» Dataset entries:
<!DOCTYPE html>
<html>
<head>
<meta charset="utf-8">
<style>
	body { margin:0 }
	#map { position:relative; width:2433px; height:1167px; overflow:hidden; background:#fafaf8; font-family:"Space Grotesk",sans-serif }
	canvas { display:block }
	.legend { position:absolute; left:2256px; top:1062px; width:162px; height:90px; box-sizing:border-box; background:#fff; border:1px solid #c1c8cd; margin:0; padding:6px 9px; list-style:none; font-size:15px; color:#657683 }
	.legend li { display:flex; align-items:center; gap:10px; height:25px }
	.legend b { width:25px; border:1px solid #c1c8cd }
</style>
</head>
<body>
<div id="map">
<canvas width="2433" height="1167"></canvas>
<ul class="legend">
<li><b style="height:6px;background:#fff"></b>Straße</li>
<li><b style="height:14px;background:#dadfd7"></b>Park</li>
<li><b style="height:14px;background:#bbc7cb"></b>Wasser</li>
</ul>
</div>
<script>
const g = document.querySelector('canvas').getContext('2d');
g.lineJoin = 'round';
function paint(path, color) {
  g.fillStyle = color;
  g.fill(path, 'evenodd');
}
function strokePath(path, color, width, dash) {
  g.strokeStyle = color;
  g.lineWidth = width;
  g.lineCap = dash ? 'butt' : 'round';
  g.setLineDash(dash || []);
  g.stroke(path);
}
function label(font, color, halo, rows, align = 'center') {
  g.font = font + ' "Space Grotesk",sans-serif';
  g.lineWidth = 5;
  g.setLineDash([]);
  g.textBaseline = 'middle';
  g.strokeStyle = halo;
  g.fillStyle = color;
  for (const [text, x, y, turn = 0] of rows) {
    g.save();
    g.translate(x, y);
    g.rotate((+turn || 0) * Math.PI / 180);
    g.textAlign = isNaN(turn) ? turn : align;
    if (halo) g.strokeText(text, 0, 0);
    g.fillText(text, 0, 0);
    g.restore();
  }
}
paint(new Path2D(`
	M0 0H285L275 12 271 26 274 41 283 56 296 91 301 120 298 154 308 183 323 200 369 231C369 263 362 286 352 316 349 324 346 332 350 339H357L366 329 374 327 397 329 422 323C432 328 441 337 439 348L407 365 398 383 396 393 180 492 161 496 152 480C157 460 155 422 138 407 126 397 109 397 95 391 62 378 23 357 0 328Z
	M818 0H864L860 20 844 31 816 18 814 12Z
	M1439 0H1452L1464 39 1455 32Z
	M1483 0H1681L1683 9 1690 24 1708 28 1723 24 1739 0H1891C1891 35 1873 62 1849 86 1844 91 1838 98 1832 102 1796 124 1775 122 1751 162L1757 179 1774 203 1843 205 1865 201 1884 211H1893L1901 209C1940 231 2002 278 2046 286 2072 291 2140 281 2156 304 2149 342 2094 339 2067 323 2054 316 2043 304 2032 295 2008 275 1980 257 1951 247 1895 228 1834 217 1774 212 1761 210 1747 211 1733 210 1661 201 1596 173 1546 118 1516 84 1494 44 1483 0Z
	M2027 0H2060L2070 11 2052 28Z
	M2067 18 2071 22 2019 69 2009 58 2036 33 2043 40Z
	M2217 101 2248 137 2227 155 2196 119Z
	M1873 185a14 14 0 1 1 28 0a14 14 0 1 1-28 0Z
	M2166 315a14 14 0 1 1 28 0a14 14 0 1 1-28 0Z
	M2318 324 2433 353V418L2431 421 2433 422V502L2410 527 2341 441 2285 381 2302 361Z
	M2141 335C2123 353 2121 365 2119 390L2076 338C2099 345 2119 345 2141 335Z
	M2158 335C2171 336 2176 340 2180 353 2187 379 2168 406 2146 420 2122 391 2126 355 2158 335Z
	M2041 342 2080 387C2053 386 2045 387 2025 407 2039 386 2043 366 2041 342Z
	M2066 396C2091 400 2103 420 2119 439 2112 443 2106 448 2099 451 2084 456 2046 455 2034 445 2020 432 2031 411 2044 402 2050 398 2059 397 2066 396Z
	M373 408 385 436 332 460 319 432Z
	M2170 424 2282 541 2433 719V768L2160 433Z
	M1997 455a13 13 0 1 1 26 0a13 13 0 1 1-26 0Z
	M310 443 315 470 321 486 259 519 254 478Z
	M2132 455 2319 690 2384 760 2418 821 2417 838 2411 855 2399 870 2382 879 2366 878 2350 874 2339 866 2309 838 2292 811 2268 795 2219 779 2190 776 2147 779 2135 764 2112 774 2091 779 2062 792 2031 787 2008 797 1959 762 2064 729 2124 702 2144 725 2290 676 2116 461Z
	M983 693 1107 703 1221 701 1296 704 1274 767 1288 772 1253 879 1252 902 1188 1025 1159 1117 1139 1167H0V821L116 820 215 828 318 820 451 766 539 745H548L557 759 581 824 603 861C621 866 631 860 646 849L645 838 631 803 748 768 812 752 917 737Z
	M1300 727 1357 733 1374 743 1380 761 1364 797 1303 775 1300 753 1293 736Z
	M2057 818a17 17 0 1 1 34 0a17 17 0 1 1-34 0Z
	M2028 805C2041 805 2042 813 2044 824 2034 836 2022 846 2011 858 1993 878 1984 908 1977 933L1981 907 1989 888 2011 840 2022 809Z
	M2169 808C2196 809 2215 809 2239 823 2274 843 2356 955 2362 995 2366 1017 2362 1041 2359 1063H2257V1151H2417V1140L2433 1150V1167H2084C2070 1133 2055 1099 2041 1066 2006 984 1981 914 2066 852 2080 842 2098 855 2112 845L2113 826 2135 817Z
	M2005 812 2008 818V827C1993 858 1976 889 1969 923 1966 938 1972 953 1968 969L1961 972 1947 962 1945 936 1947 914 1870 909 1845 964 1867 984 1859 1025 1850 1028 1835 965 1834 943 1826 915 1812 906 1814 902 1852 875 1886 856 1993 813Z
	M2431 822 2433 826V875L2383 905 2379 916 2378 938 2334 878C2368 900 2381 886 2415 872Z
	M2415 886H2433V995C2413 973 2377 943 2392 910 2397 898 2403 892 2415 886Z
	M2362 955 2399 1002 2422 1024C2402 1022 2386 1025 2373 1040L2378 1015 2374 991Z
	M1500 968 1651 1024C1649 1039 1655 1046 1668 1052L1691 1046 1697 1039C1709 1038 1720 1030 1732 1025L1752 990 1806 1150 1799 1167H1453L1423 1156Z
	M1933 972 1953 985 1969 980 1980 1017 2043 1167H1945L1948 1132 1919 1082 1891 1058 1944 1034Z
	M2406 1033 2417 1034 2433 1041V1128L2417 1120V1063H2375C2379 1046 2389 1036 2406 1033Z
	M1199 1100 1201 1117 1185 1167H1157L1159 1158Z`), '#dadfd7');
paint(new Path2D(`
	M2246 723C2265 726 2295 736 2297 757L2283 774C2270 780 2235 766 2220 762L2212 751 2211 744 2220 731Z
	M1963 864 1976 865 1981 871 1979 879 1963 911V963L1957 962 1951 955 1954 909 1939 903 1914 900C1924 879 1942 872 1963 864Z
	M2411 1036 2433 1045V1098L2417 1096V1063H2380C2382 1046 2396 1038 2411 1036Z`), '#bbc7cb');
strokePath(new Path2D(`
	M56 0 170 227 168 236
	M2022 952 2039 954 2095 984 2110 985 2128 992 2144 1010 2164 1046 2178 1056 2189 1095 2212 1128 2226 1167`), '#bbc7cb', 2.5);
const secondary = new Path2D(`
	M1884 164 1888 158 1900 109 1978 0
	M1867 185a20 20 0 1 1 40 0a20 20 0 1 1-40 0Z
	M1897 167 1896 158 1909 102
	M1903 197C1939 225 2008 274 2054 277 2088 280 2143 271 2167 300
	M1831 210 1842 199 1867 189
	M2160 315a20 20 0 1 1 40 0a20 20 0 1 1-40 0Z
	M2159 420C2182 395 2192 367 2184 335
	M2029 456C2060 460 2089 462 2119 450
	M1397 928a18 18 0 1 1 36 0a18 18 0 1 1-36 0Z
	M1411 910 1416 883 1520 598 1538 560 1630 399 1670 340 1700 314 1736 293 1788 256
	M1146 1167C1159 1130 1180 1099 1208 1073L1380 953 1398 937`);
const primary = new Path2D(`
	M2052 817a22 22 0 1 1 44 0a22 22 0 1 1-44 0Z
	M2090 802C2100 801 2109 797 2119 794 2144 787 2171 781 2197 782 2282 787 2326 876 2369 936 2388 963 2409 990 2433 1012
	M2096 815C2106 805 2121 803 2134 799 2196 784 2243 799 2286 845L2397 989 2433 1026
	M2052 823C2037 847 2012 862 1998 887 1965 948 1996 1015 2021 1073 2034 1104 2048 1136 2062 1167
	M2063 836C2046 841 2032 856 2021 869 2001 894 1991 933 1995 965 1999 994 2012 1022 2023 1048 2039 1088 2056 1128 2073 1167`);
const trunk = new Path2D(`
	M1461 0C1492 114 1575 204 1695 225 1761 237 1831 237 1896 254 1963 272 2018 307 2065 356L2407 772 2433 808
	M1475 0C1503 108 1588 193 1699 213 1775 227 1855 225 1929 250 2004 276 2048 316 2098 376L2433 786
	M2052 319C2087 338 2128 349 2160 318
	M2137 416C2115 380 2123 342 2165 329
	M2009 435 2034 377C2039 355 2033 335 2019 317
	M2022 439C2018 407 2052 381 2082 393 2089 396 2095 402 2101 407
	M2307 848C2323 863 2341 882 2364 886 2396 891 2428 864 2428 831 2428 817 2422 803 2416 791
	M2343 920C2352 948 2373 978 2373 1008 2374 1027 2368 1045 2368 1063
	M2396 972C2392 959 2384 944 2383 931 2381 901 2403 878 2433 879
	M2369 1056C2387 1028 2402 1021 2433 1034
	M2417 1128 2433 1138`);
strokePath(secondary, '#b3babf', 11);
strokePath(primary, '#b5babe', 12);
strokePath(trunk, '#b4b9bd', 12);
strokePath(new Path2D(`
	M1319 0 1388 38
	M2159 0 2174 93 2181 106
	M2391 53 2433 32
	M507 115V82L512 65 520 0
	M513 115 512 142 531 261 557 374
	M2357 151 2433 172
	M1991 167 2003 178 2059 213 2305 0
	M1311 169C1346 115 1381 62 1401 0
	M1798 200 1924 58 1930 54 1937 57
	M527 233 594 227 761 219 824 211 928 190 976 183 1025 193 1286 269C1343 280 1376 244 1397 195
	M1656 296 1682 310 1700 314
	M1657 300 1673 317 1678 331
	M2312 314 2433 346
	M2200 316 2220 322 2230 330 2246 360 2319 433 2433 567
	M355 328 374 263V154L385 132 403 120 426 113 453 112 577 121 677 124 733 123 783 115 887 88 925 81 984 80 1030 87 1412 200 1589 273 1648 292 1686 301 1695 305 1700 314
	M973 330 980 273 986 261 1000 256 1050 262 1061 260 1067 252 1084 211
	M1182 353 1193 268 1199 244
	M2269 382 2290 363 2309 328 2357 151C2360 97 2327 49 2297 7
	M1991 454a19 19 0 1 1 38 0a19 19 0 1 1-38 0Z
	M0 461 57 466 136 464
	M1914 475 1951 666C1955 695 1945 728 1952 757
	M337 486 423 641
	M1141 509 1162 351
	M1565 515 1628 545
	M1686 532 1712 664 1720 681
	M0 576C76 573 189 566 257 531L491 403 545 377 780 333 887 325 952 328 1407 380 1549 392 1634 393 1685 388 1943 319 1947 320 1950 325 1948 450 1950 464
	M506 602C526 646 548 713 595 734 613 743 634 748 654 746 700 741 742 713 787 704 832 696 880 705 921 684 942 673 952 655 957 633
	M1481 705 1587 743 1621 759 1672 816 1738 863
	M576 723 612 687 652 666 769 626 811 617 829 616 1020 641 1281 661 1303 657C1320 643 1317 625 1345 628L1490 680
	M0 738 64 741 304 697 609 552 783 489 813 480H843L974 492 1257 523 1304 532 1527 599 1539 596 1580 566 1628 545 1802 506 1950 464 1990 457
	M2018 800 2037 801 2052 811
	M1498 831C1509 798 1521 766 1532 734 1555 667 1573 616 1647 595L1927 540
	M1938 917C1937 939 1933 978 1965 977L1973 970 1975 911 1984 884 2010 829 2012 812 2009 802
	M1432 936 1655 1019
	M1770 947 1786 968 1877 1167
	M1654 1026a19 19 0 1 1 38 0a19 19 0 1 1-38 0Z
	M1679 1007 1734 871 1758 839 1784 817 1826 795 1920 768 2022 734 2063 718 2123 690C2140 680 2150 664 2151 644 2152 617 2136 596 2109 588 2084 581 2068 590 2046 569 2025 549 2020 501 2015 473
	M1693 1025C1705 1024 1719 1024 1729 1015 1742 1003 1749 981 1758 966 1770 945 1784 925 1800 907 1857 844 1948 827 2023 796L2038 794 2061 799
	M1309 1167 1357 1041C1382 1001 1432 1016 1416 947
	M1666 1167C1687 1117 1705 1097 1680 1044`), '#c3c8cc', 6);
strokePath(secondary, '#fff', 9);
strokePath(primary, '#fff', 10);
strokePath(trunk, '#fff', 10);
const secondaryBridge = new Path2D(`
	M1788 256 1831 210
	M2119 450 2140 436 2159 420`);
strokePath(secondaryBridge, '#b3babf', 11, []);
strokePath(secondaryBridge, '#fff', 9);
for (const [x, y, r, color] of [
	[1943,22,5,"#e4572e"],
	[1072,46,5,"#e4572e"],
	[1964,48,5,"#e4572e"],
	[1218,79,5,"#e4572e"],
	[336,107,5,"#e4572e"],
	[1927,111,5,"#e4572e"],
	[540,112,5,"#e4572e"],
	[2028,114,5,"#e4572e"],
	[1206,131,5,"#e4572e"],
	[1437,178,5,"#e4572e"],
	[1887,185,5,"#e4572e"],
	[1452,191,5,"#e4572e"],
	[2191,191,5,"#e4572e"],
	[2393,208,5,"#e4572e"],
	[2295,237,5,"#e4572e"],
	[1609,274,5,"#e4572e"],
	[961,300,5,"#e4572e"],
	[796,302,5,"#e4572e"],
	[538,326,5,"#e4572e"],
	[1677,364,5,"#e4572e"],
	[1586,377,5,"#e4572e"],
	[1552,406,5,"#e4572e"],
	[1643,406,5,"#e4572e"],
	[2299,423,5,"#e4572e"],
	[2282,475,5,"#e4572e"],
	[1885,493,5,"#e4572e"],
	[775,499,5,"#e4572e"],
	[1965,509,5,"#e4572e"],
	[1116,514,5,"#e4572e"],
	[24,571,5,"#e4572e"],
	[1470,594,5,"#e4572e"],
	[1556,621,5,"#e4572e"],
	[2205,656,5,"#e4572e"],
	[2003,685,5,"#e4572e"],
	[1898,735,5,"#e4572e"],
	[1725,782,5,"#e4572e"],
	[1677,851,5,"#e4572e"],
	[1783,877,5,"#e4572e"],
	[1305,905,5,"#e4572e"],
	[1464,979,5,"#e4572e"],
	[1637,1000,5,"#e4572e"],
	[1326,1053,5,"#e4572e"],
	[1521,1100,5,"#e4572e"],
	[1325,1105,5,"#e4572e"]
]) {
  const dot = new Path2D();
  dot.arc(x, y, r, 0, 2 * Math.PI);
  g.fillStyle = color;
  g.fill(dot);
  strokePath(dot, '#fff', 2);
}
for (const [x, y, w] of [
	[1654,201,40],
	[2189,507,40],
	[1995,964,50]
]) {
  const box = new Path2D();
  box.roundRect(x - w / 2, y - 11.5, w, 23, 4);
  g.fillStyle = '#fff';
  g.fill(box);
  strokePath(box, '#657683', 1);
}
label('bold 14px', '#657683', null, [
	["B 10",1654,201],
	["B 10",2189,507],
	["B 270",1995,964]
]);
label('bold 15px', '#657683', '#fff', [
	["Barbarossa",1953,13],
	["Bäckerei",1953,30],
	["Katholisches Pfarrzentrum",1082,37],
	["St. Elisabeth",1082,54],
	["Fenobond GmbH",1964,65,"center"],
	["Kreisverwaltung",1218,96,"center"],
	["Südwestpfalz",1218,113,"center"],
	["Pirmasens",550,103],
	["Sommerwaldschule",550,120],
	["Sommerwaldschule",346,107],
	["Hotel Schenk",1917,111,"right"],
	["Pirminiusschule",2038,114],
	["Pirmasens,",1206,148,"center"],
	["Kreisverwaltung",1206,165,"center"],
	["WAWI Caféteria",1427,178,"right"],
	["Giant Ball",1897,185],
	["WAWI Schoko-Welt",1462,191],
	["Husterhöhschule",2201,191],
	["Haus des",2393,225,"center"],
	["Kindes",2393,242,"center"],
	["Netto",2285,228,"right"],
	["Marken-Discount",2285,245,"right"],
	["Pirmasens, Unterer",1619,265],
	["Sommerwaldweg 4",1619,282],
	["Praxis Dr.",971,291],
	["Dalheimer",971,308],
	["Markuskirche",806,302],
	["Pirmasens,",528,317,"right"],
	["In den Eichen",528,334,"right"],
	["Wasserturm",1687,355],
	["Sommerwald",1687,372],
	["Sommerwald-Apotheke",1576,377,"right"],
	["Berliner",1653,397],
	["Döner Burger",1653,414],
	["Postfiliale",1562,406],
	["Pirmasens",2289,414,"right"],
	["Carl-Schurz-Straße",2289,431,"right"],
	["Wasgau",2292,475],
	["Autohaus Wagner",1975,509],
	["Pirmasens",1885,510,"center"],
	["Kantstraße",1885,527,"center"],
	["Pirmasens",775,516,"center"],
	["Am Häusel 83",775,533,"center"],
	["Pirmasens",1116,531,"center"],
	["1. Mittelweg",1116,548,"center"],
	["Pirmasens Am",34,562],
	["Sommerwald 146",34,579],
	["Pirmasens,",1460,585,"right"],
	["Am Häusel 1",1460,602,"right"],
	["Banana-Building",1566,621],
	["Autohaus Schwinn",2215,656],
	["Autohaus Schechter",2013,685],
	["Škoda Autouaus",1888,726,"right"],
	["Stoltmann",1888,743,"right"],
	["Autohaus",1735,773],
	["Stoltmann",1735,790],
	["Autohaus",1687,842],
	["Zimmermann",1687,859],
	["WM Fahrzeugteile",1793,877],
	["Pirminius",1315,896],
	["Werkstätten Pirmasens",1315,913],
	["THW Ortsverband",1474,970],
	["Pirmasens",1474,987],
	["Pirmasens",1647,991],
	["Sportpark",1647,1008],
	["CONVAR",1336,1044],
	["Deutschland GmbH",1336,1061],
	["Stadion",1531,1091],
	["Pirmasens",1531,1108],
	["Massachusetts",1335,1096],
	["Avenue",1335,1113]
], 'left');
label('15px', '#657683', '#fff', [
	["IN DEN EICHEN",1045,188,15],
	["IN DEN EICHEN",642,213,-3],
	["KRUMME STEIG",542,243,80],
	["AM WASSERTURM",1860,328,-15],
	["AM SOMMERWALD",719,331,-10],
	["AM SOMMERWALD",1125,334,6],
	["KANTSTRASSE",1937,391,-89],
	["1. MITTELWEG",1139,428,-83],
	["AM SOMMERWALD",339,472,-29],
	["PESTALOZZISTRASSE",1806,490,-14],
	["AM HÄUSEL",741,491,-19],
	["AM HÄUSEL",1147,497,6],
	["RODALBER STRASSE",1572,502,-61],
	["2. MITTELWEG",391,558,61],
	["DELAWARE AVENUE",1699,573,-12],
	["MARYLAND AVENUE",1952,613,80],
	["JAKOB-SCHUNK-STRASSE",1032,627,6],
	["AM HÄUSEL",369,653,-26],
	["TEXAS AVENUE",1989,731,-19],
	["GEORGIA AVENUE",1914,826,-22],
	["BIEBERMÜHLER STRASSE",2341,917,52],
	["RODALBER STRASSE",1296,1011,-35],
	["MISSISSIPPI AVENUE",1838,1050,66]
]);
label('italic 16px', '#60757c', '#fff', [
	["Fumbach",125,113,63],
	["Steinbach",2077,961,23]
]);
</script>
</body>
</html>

» Task description: Using the listing above, show every line that includes the string "canvas".

» Response to the task:
	canvas { display:block }
<canvas width="2433" height="1167"></canvas>
const g = document.querySelector('canvas').getContext('2d');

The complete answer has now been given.